(Dataset records):
________________
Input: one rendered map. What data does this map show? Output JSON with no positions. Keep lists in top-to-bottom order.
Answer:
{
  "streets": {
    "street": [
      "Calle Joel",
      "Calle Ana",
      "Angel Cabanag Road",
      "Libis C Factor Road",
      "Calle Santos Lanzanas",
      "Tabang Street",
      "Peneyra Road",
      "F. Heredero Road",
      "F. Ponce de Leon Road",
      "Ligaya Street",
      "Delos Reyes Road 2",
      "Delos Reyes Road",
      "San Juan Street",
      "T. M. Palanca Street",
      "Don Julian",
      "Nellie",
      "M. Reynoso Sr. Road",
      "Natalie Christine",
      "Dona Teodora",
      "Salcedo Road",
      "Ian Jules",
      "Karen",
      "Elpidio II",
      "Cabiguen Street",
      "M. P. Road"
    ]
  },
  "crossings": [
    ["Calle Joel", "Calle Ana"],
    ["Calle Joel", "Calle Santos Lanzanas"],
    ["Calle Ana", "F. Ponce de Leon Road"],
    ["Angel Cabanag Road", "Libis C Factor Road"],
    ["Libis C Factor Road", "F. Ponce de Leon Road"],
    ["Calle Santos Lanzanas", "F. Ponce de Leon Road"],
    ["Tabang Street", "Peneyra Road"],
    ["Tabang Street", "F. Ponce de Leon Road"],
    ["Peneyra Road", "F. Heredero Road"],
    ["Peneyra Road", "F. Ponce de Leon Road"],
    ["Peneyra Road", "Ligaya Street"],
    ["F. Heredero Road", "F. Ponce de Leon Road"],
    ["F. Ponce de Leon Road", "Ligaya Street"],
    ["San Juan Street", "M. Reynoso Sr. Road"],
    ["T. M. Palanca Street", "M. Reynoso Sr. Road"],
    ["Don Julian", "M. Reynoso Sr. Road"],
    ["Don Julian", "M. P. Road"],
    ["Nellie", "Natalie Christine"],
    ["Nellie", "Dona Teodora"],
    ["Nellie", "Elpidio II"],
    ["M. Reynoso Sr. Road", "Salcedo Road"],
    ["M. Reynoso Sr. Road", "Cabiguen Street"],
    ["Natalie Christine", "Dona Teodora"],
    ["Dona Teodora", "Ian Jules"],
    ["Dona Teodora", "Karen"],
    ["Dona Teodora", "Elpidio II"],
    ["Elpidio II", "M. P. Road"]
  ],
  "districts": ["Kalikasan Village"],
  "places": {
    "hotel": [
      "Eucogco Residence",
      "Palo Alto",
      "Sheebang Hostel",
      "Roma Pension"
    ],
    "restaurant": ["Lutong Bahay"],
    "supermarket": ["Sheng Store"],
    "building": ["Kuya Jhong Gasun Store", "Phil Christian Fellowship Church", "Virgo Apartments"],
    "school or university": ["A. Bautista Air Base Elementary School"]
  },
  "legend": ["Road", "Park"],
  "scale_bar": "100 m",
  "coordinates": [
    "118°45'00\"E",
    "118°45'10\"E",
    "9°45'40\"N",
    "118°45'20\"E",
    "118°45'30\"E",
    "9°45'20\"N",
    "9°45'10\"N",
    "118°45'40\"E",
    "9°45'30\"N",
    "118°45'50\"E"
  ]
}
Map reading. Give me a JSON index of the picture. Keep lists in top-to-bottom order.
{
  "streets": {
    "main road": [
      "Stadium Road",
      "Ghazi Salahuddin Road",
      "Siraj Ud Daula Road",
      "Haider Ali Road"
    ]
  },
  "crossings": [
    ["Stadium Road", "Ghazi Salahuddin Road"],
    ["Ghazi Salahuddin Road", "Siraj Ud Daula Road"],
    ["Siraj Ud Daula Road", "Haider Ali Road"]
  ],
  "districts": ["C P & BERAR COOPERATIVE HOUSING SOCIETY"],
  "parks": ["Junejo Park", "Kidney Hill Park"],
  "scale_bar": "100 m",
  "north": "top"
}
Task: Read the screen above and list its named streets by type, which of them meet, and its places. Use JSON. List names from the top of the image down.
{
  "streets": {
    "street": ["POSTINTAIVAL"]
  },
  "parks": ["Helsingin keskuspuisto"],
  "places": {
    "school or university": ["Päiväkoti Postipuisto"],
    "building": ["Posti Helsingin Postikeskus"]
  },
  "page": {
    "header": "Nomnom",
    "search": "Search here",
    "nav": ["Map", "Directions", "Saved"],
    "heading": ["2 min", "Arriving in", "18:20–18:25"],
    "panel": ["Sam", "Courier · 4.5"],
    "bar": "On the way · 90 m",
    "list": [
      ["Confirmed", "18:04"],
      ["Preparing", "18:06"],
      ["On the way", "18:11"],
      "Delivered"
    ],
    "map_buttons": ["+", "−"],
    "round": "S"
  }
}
________________
(Problem details):
Look over the records above and filter for each line with the word "Palanca".

(Response):
      "T. M. Palanca Street",
    ["T. M. Palanca Street", "M. Reynoso Sr. Road"],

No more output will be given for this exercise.